A receiver is a named bundle of one or more notification integrations. The big three plus a webhook escape hatch:

receivers:
  - name: default-receiver

  - name: payments-pagerduty
    pagerduty_configs:
      - routing_key_file: /etc/alertmanager/secrets/pagerduty_payments_key
        severity: '{{ if eq .CommonLabels.severity "critical" }}critical{{ else }}warning{{ end }}'
        description: '{{ .CommonAnnotations.summary }}'
        details:
          firing: '{{ template "pagerduty.default.instances" .Alerts.Firing }}'

  - name: payments-slack
    slack_configs:
      - api_url_file: /etc/alertmanager/secrets/slack_webhook_url
        channel: '#payments-alerts'
        send_resolved: true
        title: '{{ .Status | toUpper }}: {{ .CommonLabels.alertname }}'
        text: >-
          {{ range .Alerts }}*{{ .Labels.service }}* - {{ .Annotations.summary }}
          {{ if .Annotations.runbook_url }}<{{ .Annotations.runbook_url }}|runbook>{{ end }}
          {{ end }}

  - name: incident-bridge
    webhook_configs:
      - url: http://incident-router.internal:8080/alertmanager
        send_resolved: true
        max_alerts: 0          # 0 = no truncation

Templating essentials:

templates:
  - '/etc/alertmanager/templates/*.tmpl'
{{ define "slack.title" }}{{ .Status | toUpper }}: {{ .CommonLabels.alertname }} ({{ .Alerts | len }}){{ end }}

send_resolved: true is the difference between an on-call engineer manually checking whether the thing recovered and getting a green message automatically.
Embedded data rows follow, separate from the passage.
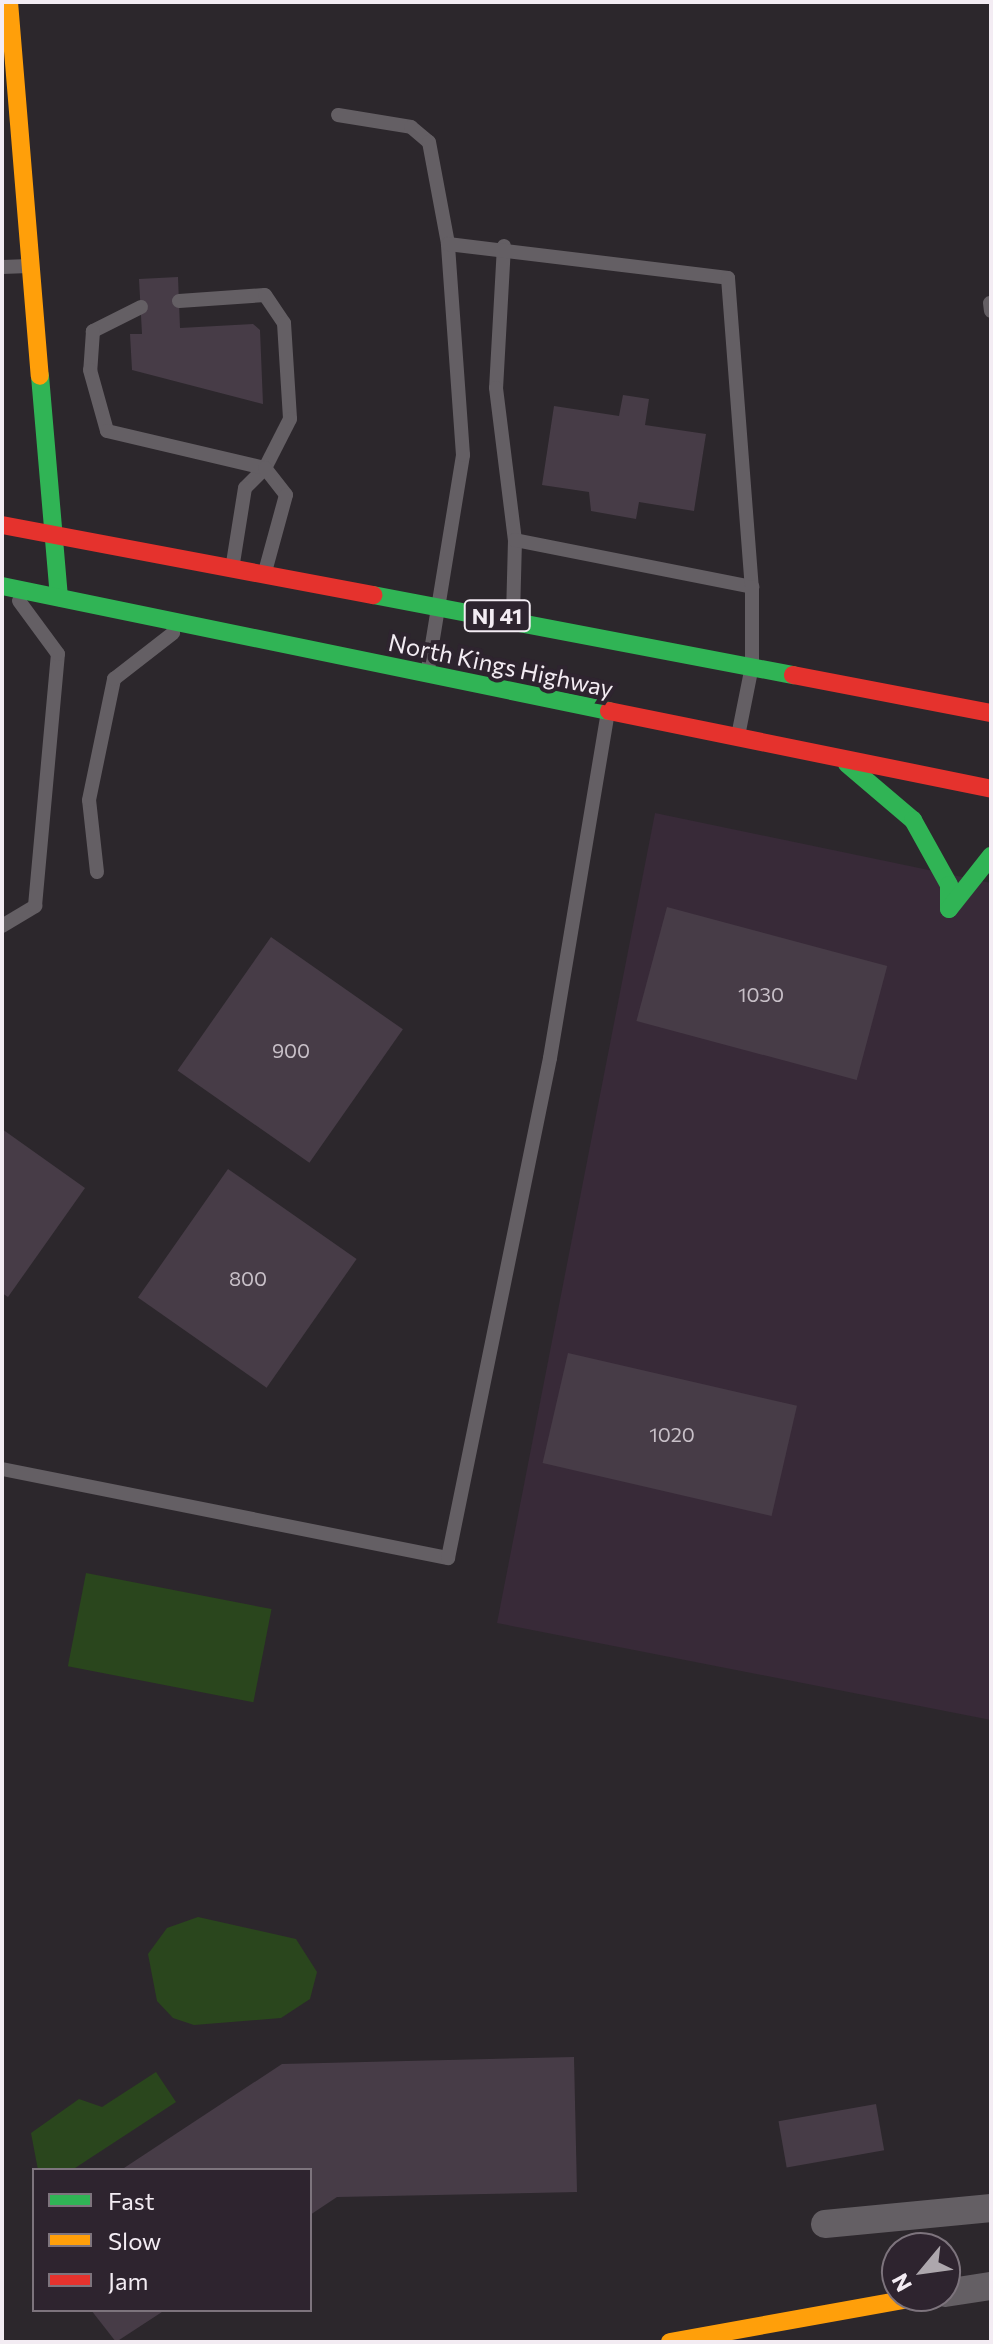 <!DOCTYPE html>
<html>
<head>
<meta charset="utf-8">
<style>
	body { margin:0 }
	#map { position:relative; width:993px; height:2344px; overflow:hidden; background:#2c272c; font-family:Commissioner,sans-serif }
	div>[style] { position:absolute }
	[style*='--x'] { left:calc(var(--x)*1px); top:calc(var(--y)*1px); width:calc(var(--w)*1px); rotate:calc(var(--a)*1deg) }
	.built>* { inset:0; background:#382a38 }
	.green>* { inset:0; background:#2a461d; transform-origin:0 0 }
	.building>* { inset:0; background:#473c47; transform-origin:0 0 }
	.lane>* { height:14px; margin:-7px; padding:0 7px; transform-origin:7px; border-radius:7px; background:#645f64 }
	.street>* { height:28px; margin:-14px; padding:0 14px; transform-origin:14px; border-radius:14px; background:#645f64 }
	.fast>* { height:18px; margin:-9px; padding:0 9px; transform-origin:9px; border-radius:9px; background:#30b455 }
	.slow>* { height:18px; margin:-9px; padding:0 9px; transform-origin:9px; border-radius:9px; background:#ff9f0a }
	.jam>* { height:18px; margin:-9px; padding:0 9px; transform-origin:9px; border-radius:9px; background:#e5322d }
	span { translate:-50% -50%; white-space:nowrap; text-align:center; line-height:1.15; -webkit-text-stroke:8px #2e242f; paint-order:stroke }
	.number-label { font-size:20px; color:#c8c0c8 }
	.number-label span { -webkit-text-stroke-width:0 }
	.shield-label span { padding:2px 6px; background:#2e242f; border:2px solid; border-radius:6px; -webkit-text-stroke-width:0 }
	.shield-label { font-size:22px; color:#f3ecf3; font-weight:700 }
	.street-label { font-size:24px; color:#f3ecf3 }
	.frame { position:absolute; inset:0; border:4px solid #f3ecf3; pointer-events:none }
	.legend { position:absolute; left:32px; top:2168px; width:280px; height:144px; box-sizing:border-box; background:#2e242f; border:2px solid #7d747d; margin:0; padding:10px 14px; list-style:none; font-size:24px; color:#f3ecf3 }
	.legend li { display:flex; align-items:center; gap:16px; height:40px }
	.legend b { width:40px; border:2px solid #7d747d }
	.north { position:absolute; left:881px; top:2232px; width:80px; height:80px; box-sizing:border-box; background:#2e242f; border:2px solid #7d747d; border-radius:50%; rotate:241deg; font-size:22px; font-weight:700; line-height:32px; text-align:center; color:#f3ecf3 }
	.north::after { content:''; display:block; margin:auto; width:28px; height:36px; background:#ada7ad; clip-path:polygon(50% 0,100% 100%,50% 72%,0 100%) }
</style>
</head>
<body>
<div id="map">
	<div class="built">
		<i style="clip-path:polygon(655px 813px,991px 883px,991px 1720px,497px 1623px)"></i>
	</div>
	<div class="green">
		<i style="left:86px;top:1573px;width:189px;height:95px;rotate:11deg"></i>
		<i style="clip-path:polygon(198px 1917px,296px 1939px,317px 1972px,310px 1999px,281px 2018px,194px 2025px,173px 2018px,157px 2001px,148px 1954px,167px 1928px)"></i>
		<i style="clip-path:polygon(156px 2072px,176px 2102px,72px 2170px,38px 2170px,31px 2133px,79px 2099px,102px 2107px)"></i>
	</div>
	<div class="building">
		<i style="clip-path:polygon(178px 277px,180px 328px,253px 324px,260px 330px,263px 404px,132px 370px,130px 334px,142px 334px,139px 279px)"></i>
		<i style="clip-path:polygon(623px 395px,649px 399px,645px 425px,706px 434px,694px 511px,639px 502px,636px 519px,591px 511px,589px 492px,542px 485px,554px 406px,619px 416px)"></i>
		<i style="left:667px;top:907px;width:228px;height:118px;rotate:15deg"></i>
		<i style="left:271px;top:937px;width:161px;height:163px;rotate:35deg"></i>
		<i style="clip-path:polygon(2px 1129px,85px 1188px,8px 1297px,2px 1293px)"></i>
		<i style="left:228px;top:1169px;width:157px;height:157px;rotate:35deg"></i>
		<i style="left:568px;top:1353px;width:235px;height:113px;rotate:13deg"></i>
		<i style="clip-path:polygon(574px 2057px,577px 2192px,337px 2197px,310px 2215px,310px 2170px,121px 2170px,282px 2064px)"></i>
		<i style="left:876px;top:2104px;width:47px;height:99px;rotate:80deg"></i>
		<i style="clip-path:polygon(91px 2310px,165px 2310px,116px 2342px)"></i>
	</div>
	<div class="lane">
		<i style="--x:338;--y:115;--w:74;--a:9.3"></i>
		<i style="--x:411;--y:127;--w:23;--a:40"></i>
		<i style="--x:429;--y:142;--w:104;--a:79.4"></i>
		<i style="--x:504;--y:246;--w:142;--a:93.2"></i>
		<i style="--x:496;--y:388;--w:153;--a:82.9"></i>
		<i style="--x:515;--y:540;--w:79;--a:91.5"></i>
		<i style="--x:2;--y:267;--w:27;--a:-2"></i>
		<i style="--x:179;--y:301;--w:86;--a:-4"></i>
		<i style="--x:265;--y:295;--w:34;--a:56"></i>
		<i style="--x:284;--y:323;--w:96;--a:86.4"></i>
		<i style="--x:290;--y:419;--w:55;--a:117"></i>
		<i style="--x:265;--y:468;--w:28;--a:135"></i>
		<i style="--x:245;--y:488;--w:76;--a:99.1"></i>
		<i style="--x:990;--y:303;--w:8;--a:83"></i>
		<i style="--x:141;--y:307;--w:54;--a:153.4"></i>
		<i style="--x:93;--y:331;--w:39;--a:94"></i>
		<i style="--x:90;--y:370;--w:63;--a:74.4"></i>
		<i style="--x:107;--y:431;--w:162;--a:13.2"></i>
		<i style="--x:265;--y:468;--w:34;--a:52"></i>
		<i style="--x:286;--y:495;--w:80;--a:105.3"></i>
		<i style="--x:515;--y:540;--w:242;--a:11.2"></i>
		<i style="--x:428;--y:669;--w:217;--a:-80.7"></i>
		<i style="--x:463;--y:455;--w:212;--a:-94.1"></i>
		<i style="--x:448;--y:244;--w:282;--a:6.9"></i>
		<i style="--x:728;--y:278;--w:310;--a:85.6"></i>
		<i style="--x:752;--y:587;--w:79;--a:90"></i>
		<i style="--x:752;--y:666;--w:66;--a:101.3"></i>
		<i style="--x:97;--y:872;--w:72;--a:-96.3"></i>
		<i style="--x:89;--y:800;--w:124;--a:-78.3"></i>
		<i style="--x:114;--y:679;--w:75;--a:-37.9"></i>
		<i style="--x:2;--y:926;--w:39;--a:-31"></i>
		<i style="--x:35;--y:906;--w:253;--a:-84.8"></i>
		<i style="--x:58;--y:654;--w:66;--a:-126.3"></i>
		<i style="--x:2;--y:1469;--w:455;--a:11.3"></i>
		<i style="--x:448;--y:1558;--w:510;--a:-78.47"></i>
		<i style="--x:550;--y:1058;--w:350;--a:-80.5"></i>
	</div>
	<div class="street">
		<i style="--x:825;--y:2224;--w:167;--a:-5.5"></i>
		<i style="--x:945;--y:2293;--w:47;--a:-8.7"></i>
	</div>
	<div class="fast">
		<i style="--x:40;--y:376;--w:222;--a:85.1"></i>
		<i style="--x:2;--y:586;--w:620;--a:11.64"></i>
		<i style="--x:373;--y:595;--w:428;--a:10.8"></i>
		<i style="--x:847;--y:764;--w:87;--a:40.3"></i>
		<i style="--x:913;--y:820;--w:74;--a:61"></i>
		<i style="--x:949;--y:885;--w:24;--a:90"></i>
		<i style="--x:949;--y:909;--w:68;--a:-51.6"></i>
	</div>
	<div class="slow">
		<i style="--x:9;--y:2;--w:375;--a:85.3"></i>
		<i style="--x:670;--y:2342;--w:260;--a:-10.2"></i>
	</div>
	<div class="jam">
		<i style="--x:2;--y:525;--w:378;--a:10.7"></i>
		<i style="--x:793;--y:675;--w:202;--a:10.9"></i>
		<i style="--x:609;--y:711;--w:390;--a:11.5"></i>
	</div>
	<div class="number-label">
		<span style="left:761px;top:994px">1030</span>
		<span style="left:291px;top:1050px">900</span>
		<span style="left:248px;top:1278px">800</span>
		<span style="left:672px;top:1434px">1020</span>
	</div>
	<div class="shield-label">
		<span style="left:497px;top:616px">NJ 41</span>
	</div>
	<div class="street-label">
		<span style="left:501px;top:665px;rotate:12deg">North Kings Highway</span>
	</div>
	<div class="frame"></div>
	<ul class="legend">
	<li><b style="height:10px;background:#30b455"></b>Fast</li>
	<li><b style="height:10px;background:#ff9f0a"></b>Slow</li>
	<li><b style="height:10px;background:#e5322d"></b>Jam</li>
	</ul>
	<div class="north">N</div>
</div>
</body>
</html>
Turn it on everywhere except integrations that handle resolution themselves.

6. Running Alertmanager in HA mode

A single Alertmanager is a single point of failure for notification - Prometheus may still be evaluating rules, but nobody hears them. Run at least two (three is better) in a cluster. They gossip over a mesh protocol so that grouping, silences, and inhibition state are shared, and - critically - deduplicated: each instance receives the same alerts from Prometheus, but only one notification goes out per group.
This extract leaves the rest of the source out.